A survey of social and cultural changes in 1960s Britain through one musician’s life in “George Harrison: Living in the Material World (Part 1)”

Martin Scorsese, “George Harrison: Living in the Material World (Part 1)” (2011)

A really very thoughtful and fascinating documentary (in its first half at least) on the life and career of the British rock musician icon George Harrison, as told by the people who knew him and worked with him, in more or less chronological order from his days as a working-class Liverpool schoolboy jamming with the kids who together would become one of the world’s most beloved and influential rock bands. Hollywood director Martin Scorsese performs a very deft job tracing Harrison’s development as a musician, a song-writer and a man on a personal spiritual quest to find meaning and purpose in his life. Harrison’s maturation as a musician and person took place during a period of social and cultural ferment in Britain, one in which his band The Beatles was itself a major player, attracting other musicians, artists, photographers and various hangers-on, not all of whom had something worthwhile to give. The pressures of fame, wealth, the power and influence that come with having money and celebrity, and the often unwelcome attentions of a media hungry for sales and profit or of groupies, drug dealers and others, were deeply felt by the band members both individually and collectively, and Harrison felt such strains perhaps more deeply than the other members – hence the sub-title, in which living with such easy wealth pushed Harrison into questioning the direction and purpose of his life and heading onto a more spiritual path.

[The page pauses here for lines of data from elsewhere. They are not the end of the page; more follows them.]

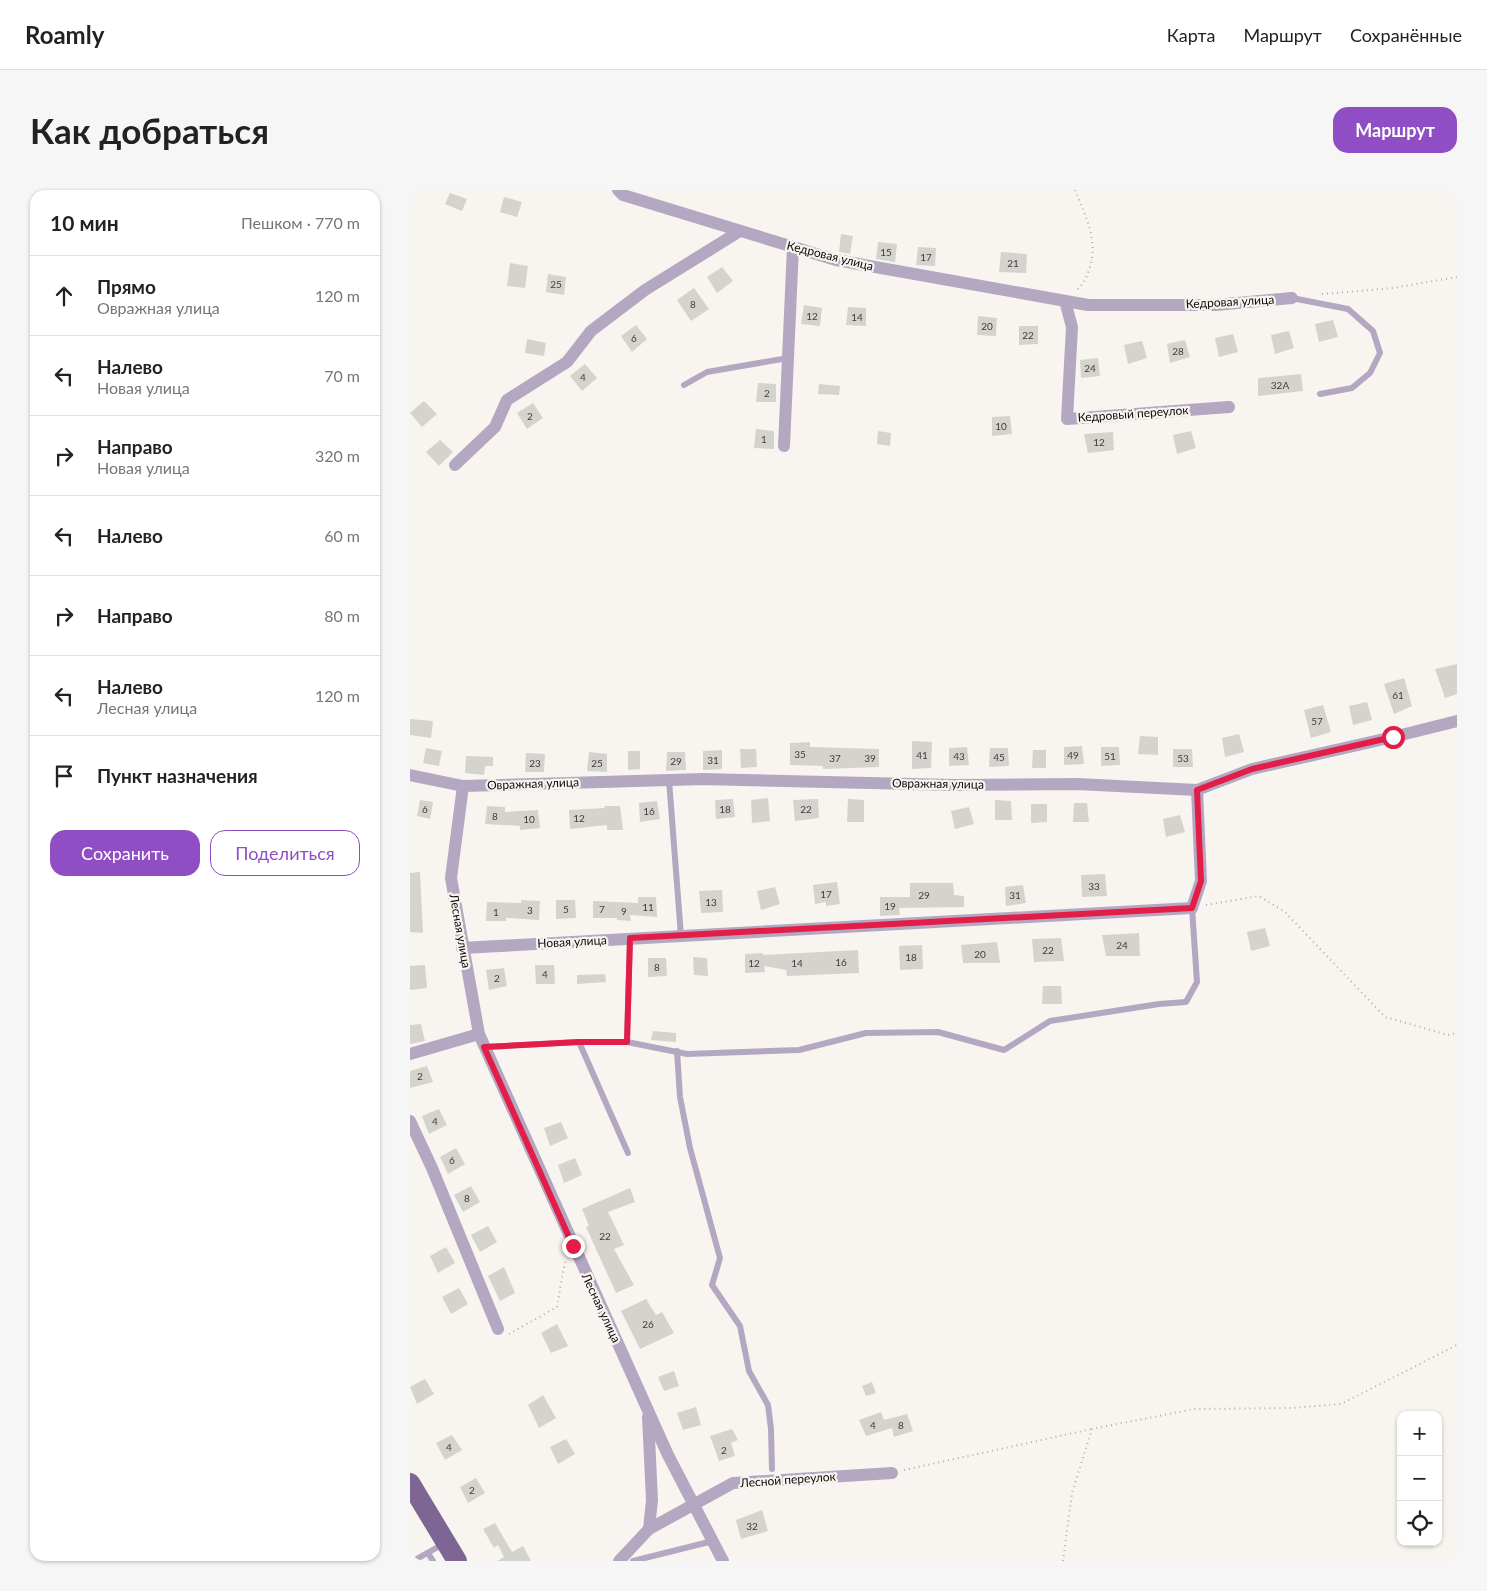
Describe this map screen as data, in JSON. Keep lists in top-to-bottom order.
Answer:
{
  "streets": {
    "street": [
      "Кедровая улица",
      "Кедровый переулок",
      "Овражная улица",
      "Лесная улица",
      "Новая улица",
      "Лесной переулок"
    ]
  },
  "crossings": [
    ["Кедровая улица", "Кедровый переулок"],
    ["Овражная улица", "Лесная улица"],
    ["Лесная улица", "Новая улица"],
    ["Лесная улица", "Лесной переулок"]
  ],
  "house_numbers": [
    "15",
    "17",
    "21",
    "25",
    "8",
    "12",
    "14",
    "20",
    "22",
    "6",
    "28",
    "24",
    "4",
    "32А",
    "2",
    "2",
    "10",
    "1",
    "12",
    "61",
    "57",
    "35",
    "41",
    "49",
    "43",
    "51",
    "45",
    "37",
    "39",
    "53",
    "31",
    "29",
    "23",
    "25",
    "6",
    "18",
    "22",
    "16",
    "8",
    "12",
    "10",
    "33",
    "17",
    "29",
    "31",
    "13",
    "19",
    "11",
    "5",
    "7",
    "3",
    "9",
    "1",
    "24",
    "22",
    "20",
    "18",
    "16",
    "12",
    "14",
    "8",
    "4",
    "2",
    "2",
    "4",
    "6",
    "8",
    "22",
    "26",
    "4",
    "8",
    "4",
    "2",
    "2",
    "32"
  ],
  "page": {
    "header": "Roamly",
    "nav": ["Карта", "Маршрут", "Сохранённые"],
    "buttons": [
      "Маршрут",
      ["Сохранить", "Поделиться"]
    ],
    "title": "Как добраться",
    "heading": ["10 мин", "Пешком · 770 m"],
    "list": [
      ["Прямо", "Овражная улица", "120 m"],
      ["Налево", "Новая улица", "70 m"],
      ["Направо", "Новая улица", "320 m"],
      ["Налево", "60 m"],
      ["Направо", "80 m"],
      ["Налево", "Лесная улица", "120 m"],
      "Пункт назначения"
    ],
    "map_buttons": ["+", "−"]
  }
}
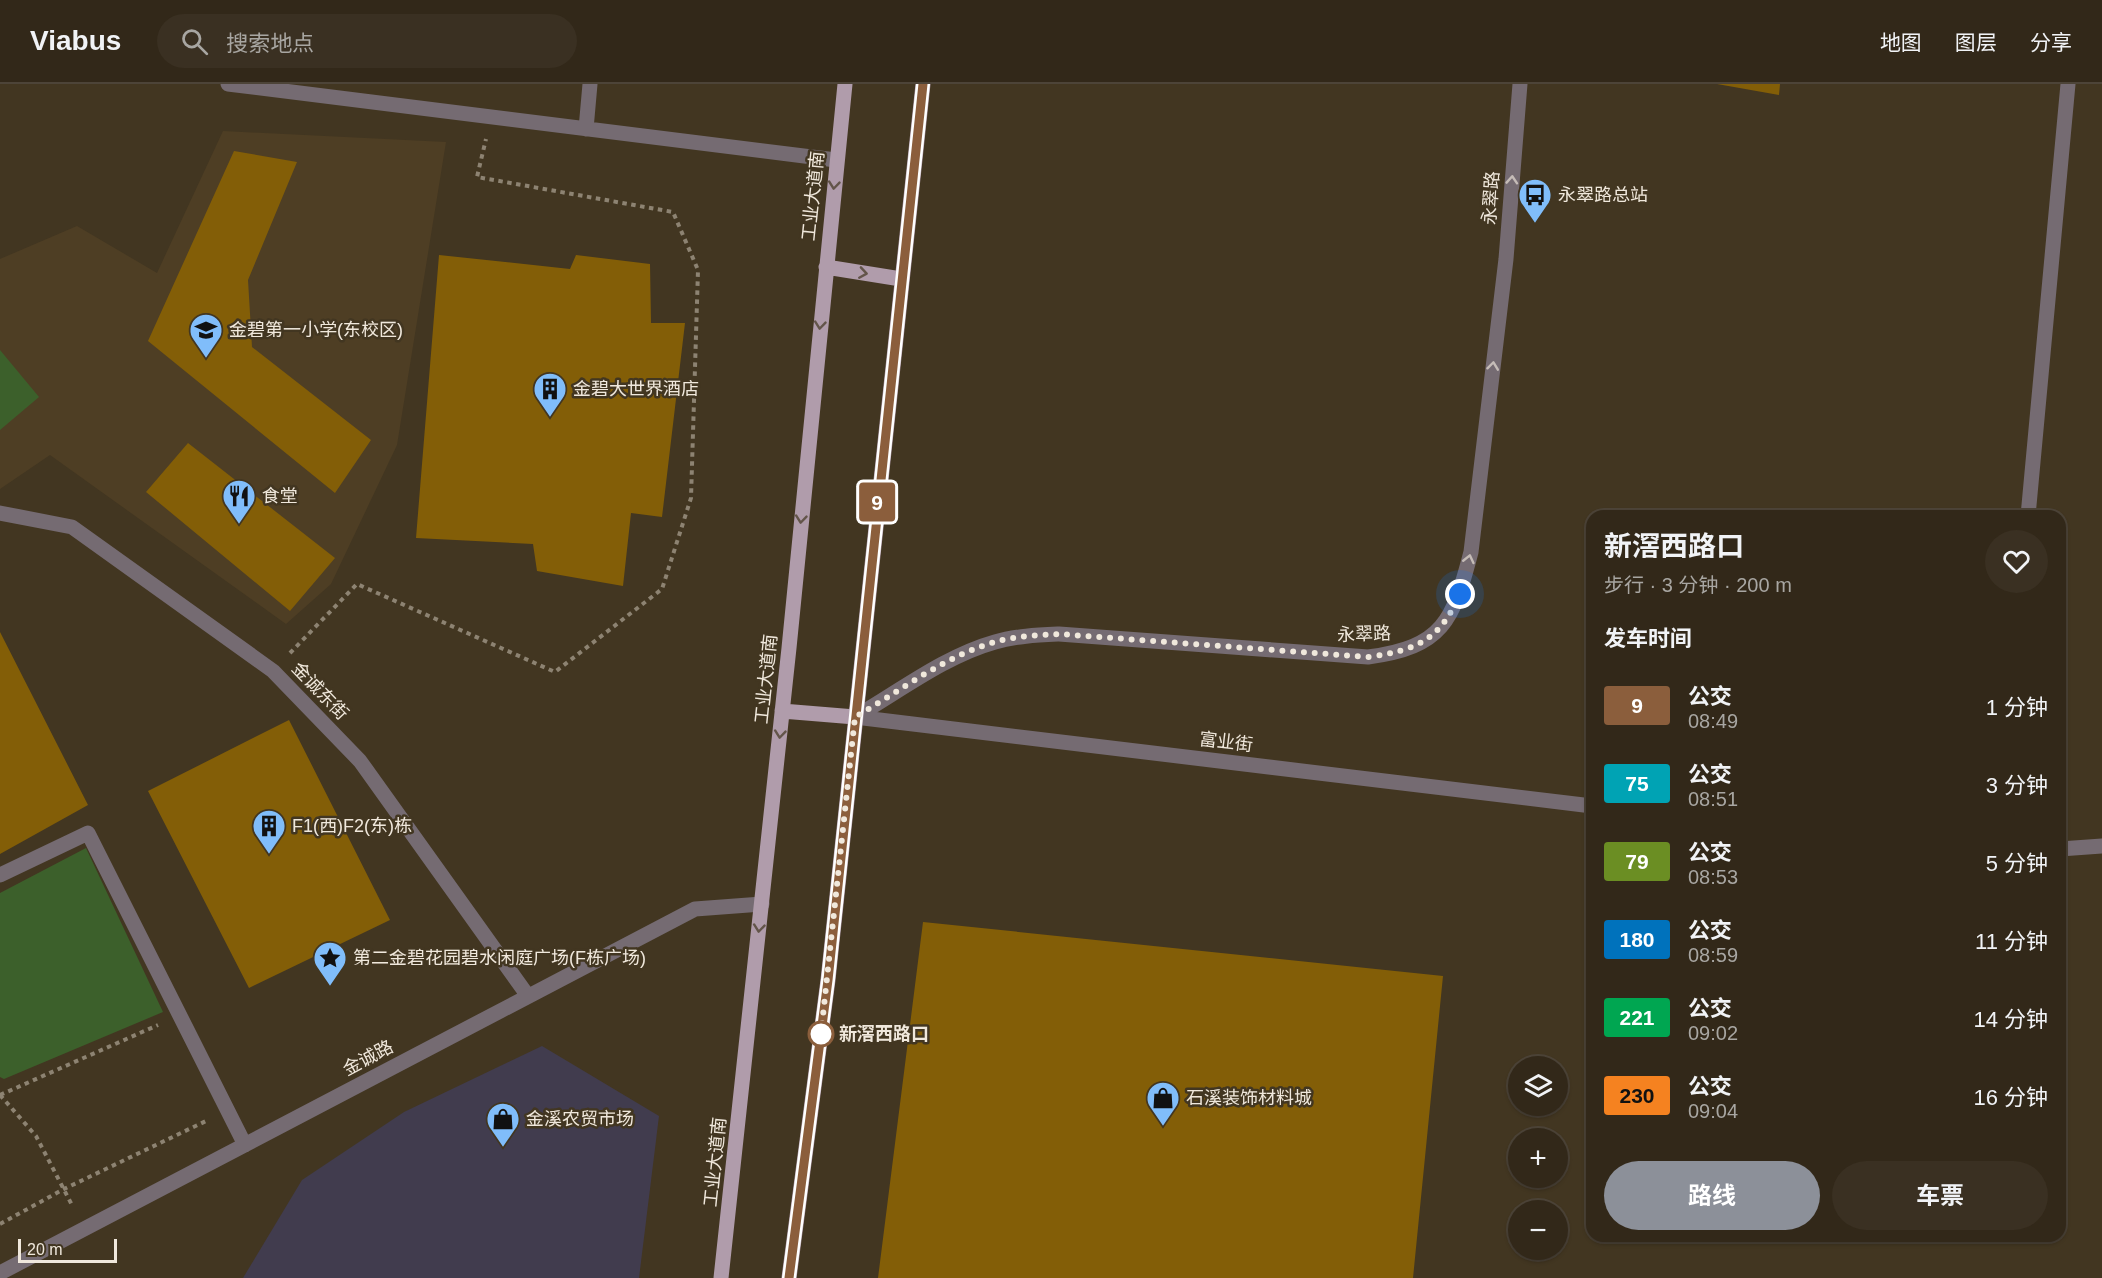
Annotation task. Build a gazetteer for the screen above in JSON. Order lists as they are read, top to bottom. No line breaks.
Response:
{"streets":{"main road":["工业大道南"],"street":["永翠路","金诚东街","富业街","金诚路"]},"crossings":[["工业大道南","金诚路"],["永翠路","富业街"],["金诚东街","金诚路"]],"places":{"bus stop":["永翠路总站"],"school or university":["金碧第一小学(东校区)"],"building":["金碧大世界酒店","F1(西)F2(东)栋"],"restaurant":["食堂"],"place":["第二金碧花园碧水闲庭广场(F栋广场)"],"other":["新滘西路口"],"shop":["石溪装饰材料城","金溪农贸市场"]},"lines":["bus line 9"],"scale_bar":"20 m","page":{"header":"Viabus","search":"搜索地点","nav":["地图","图层","分享"],"on_map":"9","heading":[["新滘西路口","步行 · 3 分钟 · 200 m"],"发车时间"],"list":[{"mark":"9","name":"公交","note":"08:49","value":"1 分钟"},{"mark":"75","name":"公交","note":"08:51","value":"3 分钟"},{"mark":"79","name":"公交","note":"08:53","value":"5 分钟"},{"mark":"180","name":"公交","note":"08:59","value":"11 分钟"},{"mark":"221","name":"公交","note":"09:02","value":"14 分钟"},{"mark":"230","name":"公交","note":"09:04","value":"16 分钟"}],"map_buttons":["+","−"],"buttons":["路线","车票"],"scale":"20 m"}}
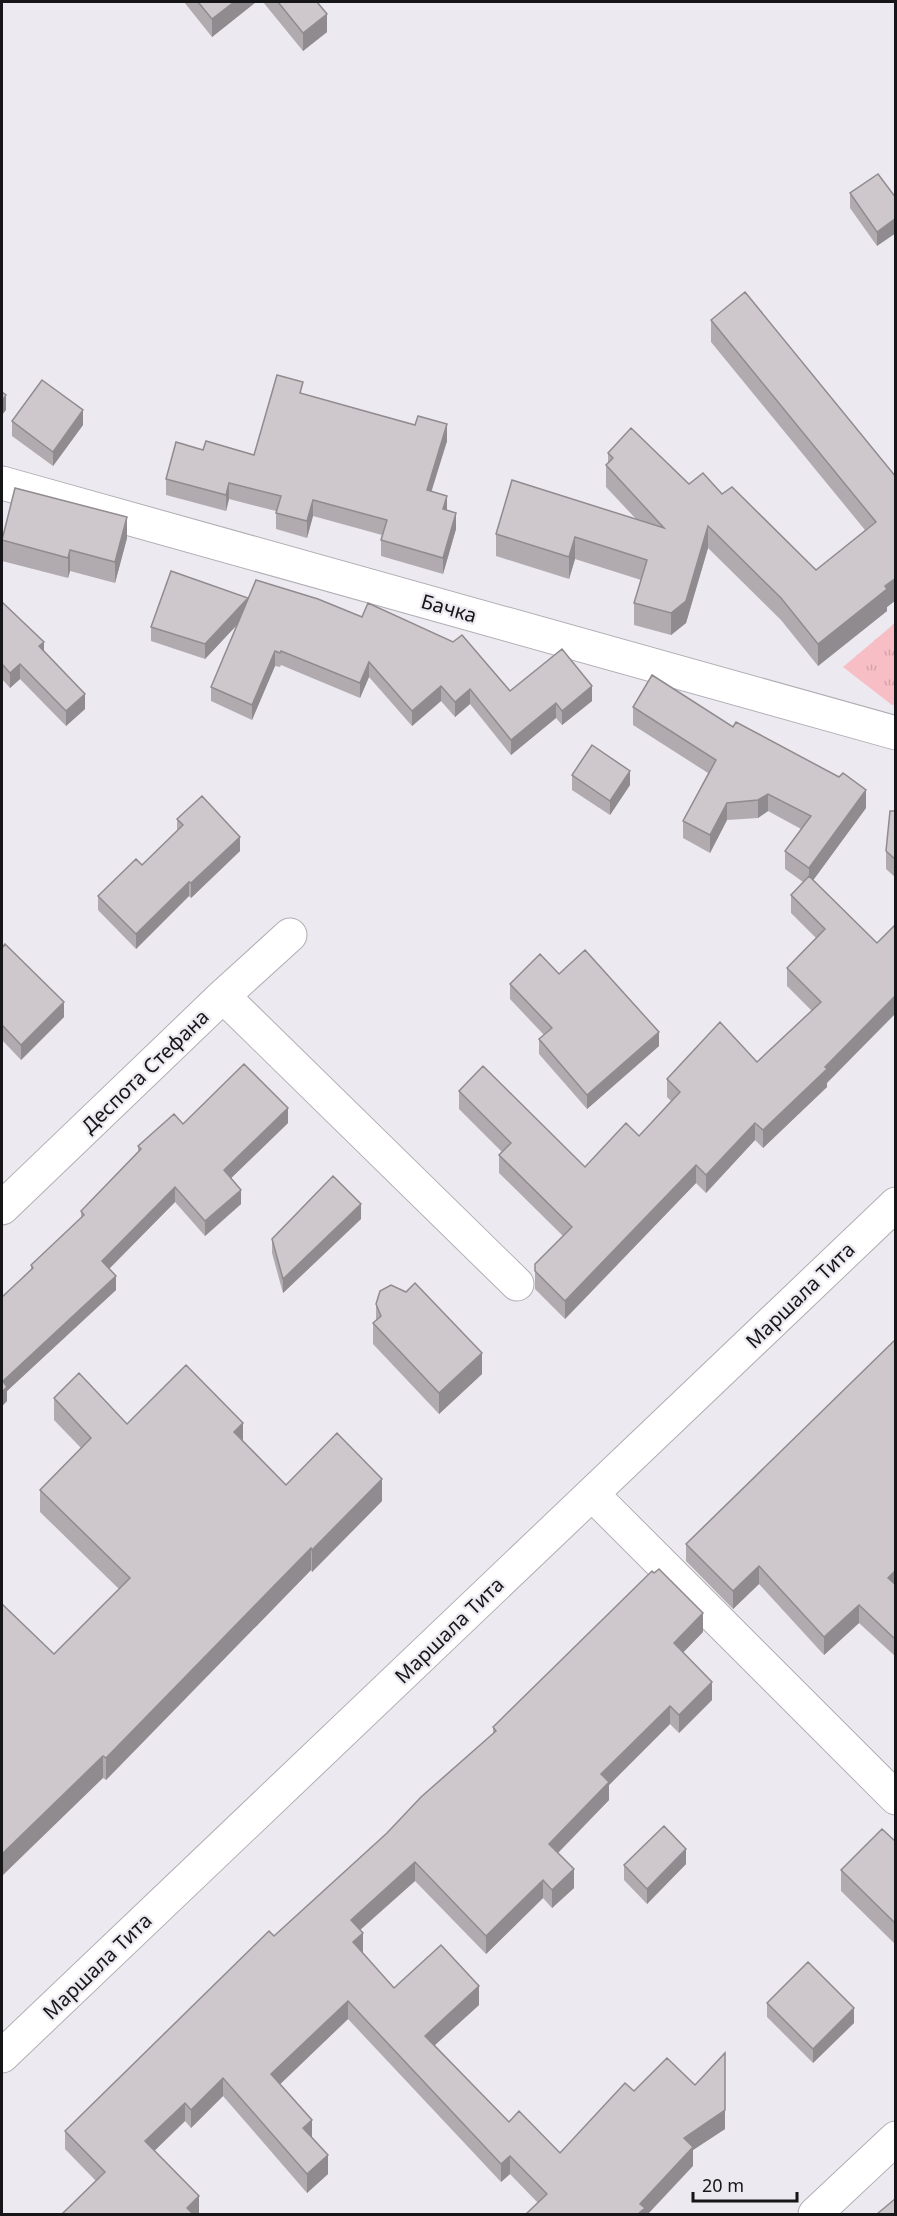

Part 1 deals with Harrison’s time with The Beatles: his career then is more or less synchronous with the band’s musical evolution right up until 1966 when meeting the Indian sitarist Ravi Shankar exposes Harrison to a very different musical tradition and culture which leads him to investigate meditation and spiritualism. The documentary moves with the ease and flow of classical Indian improvisational music through the 1960s and shows something of the rapidly changing musical and cultural scene in Britain. The creative conflicts among The Beatles crop up as a motif throughout the documentary.

One expects that the former surviving members of The Beatles (Paul McCartney and Ring Starr) will appear in the documentary and they do. Ex-wife Pattie Boyd and best friend Eric Clapton (who was in love with Boyd while she was married to Harrison and who married her after the Harrisons divorced) also appear. Though there is a lot of talk about the internal politics that drove The Beatles apart, there is very little about how Harrison approached the song-writing process, how he became a talented and capable composer in his own right such that Frank Sinatra adopted one of his songs “Something” into his own repertoire, and why his talent was slow to develop to the extent that it was overshadowed for a long time by John Lennon and Paul McCartney.

(Of course one of the problems in making a documentary about a dead person based entirely on interviews with the people who knew him is that they will often be inclined to speak well of him, rather than criticise his shortcomings, and this is certainly the case here with this documentary with the result that Harrison perhaps comes off as a better person than he actually deserves to be. His martial infidelities which cost him his marriage to Boyd are passed over. Plus one hardly expects the likes of McCartney to rue his and Lennon’s treatment of Harrison as an inferior in the song-writing department to the extent that Harrison’s contributions to The Beatles’ collective work were held to much higher standards than Lennon and McCartney’s compositions.)

Fittingly Part 1 ends with “While My Guitar Gently Weeps”, one of the great Beatles classics and the first such song to feature a guest musician (Eric Clapton on lead guitar) in a significant role, thus signalling Harrison’s eventual break away from The Beatles into his solo career and life which I presume will be covered by Part 2.

The documentary is aimed at people who know The Beatles’ music and something of their history and the times in which they lived. For others (mostly young people born after the 1970s), the documentary may be confusing and even pointless: Harrison wasn’t the most prolific member of the band and was certainly very self-effacing, and his otherworldly songs are not always the most pop-friendly chart-topping pieces. But perhaps that is all the more reason for Scorsese to have made a documentary about him. The film’s narrative structure seems very loose but that is deliberate: it’s intended to flow in a wandering way yet it still goes from A to B all the way to Z.